◆ **Exercise details**
Return the entries in full, exactly as written.

[Entries taken from a collection]
########
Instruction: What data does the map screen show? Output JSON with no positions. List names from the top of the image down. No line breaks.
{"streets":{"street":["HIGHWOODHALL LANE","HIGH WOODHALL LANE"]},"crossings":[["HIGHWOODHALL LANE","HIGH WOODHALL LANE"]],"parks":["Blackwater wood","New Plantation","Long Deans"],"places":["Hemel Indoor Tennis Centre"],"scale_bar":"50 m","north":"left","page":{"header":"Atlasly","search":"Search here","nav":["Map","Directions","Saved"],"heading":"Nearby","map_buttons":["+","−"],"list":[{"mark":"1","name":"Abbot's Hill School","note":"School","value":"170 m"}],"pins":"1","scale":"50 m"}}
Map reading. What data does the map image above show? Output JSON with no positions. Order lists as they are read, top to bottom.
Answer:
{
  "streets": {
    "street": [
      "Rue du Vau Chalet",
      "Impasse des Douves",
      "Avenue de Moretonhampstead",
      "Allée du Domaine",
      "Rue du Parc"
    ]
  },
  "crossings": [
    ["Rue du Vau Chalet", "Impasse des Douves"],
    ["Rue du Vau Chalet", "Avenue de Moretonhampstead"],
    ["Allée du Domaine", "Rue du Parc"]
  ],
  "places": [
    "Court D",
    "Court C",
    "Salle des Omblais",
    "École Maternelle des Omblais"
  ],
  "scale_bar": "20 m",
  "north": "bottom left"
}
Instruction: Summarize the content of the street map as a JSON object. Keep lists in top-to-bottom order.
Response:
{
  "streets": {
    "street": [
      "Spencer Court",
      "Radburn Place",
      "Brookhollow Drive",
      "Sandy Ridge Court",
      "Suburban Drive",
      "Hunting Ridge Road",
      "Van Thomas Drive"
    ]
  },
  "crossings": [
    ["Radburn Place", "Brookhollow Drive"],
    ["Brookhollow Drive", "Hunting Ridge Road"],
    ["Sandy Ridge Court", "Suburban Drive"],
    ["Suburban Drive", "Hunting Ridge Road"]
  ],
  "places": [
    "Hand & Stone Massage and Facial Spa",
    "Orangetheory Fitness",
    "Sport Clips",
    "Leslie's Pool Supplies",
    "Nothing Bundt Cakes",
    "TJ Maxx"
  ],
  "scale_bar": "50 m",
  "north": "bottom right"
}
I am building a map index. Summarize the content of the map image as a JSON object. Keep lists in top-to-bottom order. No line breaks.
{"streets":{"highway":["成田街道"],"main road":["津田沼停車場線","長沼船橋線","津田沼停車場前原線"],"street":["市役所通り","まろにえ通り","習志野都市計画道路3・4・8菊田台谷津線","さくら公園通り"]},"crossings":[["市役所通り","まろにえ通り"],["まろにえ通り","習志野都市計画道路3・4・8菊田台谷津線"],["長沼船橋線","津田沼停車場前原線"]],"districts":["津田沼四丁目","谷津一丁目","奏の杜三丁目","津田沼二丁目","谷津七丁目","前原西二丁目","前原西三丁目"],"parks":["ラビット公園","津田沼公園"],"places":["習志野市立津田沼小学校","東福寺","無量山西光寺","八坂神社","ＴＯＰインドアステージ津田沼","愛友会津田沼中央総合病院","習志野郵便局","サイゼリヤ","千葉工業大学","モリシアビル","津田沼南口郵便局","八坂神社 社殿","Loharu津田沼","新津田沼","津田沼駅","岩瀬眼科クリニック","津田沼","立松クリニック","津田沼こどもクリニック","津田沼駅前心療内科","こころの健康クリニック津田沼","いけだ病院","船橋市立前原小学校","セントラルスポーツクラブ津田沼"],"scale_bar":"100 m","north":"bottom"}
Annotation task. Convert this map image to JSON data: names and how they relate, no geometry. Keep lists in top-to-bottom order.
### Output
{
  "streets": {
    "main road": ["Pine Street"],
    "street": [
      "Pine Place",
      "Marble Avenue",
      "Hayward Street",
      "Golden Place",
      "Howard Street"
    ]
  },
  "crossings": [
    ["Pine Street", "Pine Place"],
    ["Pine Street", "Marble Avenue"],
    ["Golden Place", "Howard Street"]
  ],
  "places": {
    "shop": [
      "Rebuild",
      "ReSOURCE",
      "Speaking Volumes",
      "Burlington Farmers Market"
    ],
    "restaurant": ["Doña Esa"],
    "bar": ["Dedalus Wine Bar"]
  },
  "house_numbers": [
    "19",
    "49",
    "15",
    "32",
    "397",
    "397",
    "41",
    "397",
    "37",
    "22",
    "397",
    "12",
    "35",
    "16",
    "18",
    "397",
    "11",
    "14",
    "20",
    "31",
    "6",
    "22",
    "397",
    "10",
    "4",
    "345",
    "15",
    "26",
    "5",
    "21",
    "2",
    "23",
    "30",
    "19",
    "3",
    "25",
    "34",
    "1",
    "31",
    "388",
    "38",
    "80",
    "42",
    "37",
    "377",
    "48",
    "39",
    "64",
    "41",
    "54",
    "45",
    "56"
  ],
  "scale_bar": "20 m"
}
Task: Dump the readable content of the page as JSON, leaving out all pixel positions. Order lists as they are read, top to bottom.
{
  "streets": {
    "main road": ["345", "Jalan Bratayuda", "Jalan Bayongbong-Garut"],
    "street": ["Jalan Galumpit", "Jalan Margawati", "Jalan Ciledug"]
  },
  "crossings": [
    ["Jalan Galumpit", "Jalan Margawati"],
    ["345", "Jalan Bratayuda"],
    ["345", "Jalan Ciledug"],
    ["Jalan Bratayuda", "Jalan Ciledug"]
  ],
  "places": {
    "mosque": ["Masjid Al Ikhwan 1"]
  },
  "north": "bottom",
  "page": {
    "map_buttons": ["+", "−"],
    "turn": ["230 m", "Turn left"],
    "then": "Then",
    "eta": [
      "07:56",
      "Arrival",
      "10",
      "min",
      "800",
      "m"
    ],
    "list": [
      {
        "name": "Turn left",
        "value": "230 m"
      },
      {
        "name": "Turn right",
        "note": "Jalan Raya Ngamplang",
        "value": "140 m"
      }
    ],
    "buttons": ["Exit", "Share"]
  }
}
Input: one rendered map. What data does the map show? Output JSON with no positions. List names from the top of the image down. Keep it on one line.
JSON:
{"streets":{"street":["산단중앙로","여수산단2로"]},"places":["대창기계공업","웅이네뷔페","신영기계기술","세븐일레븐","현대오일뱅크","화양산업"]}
########
◆ **Exercise solution**
Instruction: What data does the map screen show? Output JSON with no positions. List names from the top of the image down. No line breaks.
{"streets":{"street":["HIGHWOODHALL LANE","HIGH WOODHALL LANE"]},"crossings":[["HIGHWOODHALL LANE","HIGH WOODHALL LANE"]],"parks":["Blackwater wood","New Plantation","Long Deans"],"places":["Hemel Indoor Tennis Centre"],"scale_bar":"50 m","north":"left","page":{"header":"Atlasly","search":"Search here","nav":["Map","Directions","Saved"],"heading":"Nearby","map_buttons":["+","−"],"list":[{"mark":"1","name":"Abbot's Hill School","note":"School","value":"170 m"}],"pins":"1","scale":"50 m"}}
Map reading. What data does the map image above show? Output JSON with no positions. Order lists as they are read, top to bottom.
Answer:
{
  "streets": {
    "street": [
      "Rue du Vau Chalet",
      "Impasse des Douves",
      "Avenue de Moretonhampstead",
      "Allée du Domaine",
      "Rue du Parc"
    ]
  },
  "crossings": [
    ["Rue du Vau Chalet", "Impasse des Douves"],
    ["Rue du Vau Chalet", "Avenue de Moretonhampstead"],
    ["Allée du Domaine", "Rue du Parc"]
  ],
  "places": [
    "Court D",
    "Court C",
    "Salle des Omblais",
    "École Maternelle des Omblais"
  ],
  "scale_bar": "20 m",
  "north": "bottom left"
}
Instruction: Summarize the content of the street map as a JSON object. Keep lists in top-to-bottom order.
Response:
{
  "streets": {
    "street": [
      "Spencer Court",
      "Radburn Place",
      "Brookhollow Drive",
      "Sandy Ridge Court",
      "Suburban Drive",
      "Hunting Ridge Road",
      "Van Thomas Drive"
    ]
  },
  "crossings": [
    ["Radburn Place", "Brookhollow Drive"],
    ["Brookhollow Drive", "Hunting Ridge Road"],
    ["Sandy Ridge Court", "Suburban Drive"],
    ["Suburban Drive", "Hunting Ridge Road"]
  ],
  "places": [
    "Hand & Stone Massage and Facial Spa",
    "Orangetheory Fitness",
    "Sport Clips",
    "Leslie's Pool Supplies",
    "Nothing Bundt Cakes",
    "TJ Maxx"
  ],
  "scale_bar": "50 m",
  "north": "bottom right"
}
I am building a map index. Summarize the content of the map image as a JSON object. Keep lists in top-to-bottom order. No line breaks.
{"streets":{"highway":["成田街道"],"main road":["津田沼停車場線","長沼船橋線","津田沼停車場前原線"],"street":["市役所通り","まろにえ通り","習志野都市計画道路3・4・8菊田台谷津線","さくら公園通り"]},"crossings":[["市役所通り","まろにえ通り"],["まろにえ通り","習志野都市計画道路3・4・8菊田台谷津線"],["長沼船橋線","津田沼停車場前原線"]],"districts":["津田沼四丁目","谷津一丁目","奏の杜三丁目","津田沼二丁目","谷津七丁目","前原西二丁目","前原西三丁目"],"parks":["ラビット公園","津田沼公園"],"places":["習志野市立津田沼小学校","東福寺","無量山西光寺","八坂神社","ＴＯＰインドアステージ津田沼","愛友会津田沼中央総合病院","習志野郵便局","サイゼリヤ","千葉工業大学","モリシアビル","津田沼南口郵便局","八坂神社 社殿","Loharu津田沼","新津田沼","津田沼駅","岩瀬眼科クリニック","津田沼","立松クリニック","津田沼こどもクリニック","津田沼駅前心療内科","こころの健康クリニック津田沼","いけだ病院","船橋市立前原小学校","セントラルスポーツクラブ津田沼"],"scale_bar":"100 m","north":"bottom"}
Annotation task. Convert this map image to JSON data: names and how they relate, no geometry. Keep lists in top-to-bottom order.
### Output
{
  "streets": {
    "main road": ["Pine Street"],
    "street": [
      "Pine Place",
      "Marble Avenue",
      "Hayward Street",
      "Golden Place",
      "Howard Street"
    ]
  },
  "crossings": [
    ["Pine Street", "Pine Place"],
    ["Pine Street", "Marble Avenue"],
    ["Golden Place", "Howard Street"]
  ],
  "places": {
    "shop": [
      "Rebuild",
      "ReSOURCE",
      "Speaking Volumes",
      "Burlington Farmers Market"
    ],
    "restaurant": ["Doña Esa"],
    "bar": ["Dedalus Wine Bar"]
  },
  "house_numbers": [
    "19",
    "49",
    "15",
    "32",
    "397",
    "397",
    "41",
    "397",
    "37",
    "22",
    "397",
    "12",
    "35",
    "16",
    "18",
    "397",
    "11",
    "14",
    "20",
    "31",
    "6",
    "22",
    "397",
    "10",
    "4",
    "345",
    "15",
    "26",
    "5",
    "21",
    "2",
    "23",
    "30",
    "19",
    "3",
    "25",
    "34",
    "1",
    "31",
    "388",
    "38",
    "80",
    "42",
    "37",
    "377",
    "48",
    "39",
    "64",
    "41",
    "54",
    "45",
    "56"
  ],
  "scale_bar": "20 m"
}
Task: Dump the readable content of the page as JSON, leaving out all pixel positions. Order lists as they are read, top to bottom.
{
  "streets": {
    "main road": ["345", "Jalan Bratayuda", "Jalan Bayongbong-Garut"],
    "street": ["Jalan Galumpit", "Jalan Margawati", "Jalan Ciledug"]
  },
  "crossings": [
    ["Jalan Galumpit", "Jalan Margawati"],
    ["345", "Jalan Bratayuda"],
    ["345", "Jalan Ciledug"],
    ["Jalan Bratayuda", "Jalan Ciledug"]
  ],
  "places": {
    "mosque": ["Masjid Al Ikhwan 1"]
  },
  "north": "bottom",
  "page": {
    "map_buttons": ["+", "−"],
    "turn": ["230 m", "Turn left"],
    "then": "Then",
    "eta": [
      "07:56",
      "Arrival",
      "10",
      "min",
      "800",
      "m"
    ],
    "list": [
      {
        "name": "Turn left",
        "value": "230 m"
      },
      {
        "name": "Turn right",
        "note": "Jalan Raya Ngamplang",
        "value": "140 m"
      }
    ],
    "buttons": ["Exit", "Share"]
  }
}
Input: one rendered map. What data does the map show? Output JSON with no positions. List names from the top of the image down. Keep it on one line.
JSON:
{"streets":{"street":["산단중앙로","여수산단2로"]},"places":["대창기계공업","웅이네뷔페","신영기계기술","세븐일레븐","현대오일뱅크","화양산업"]}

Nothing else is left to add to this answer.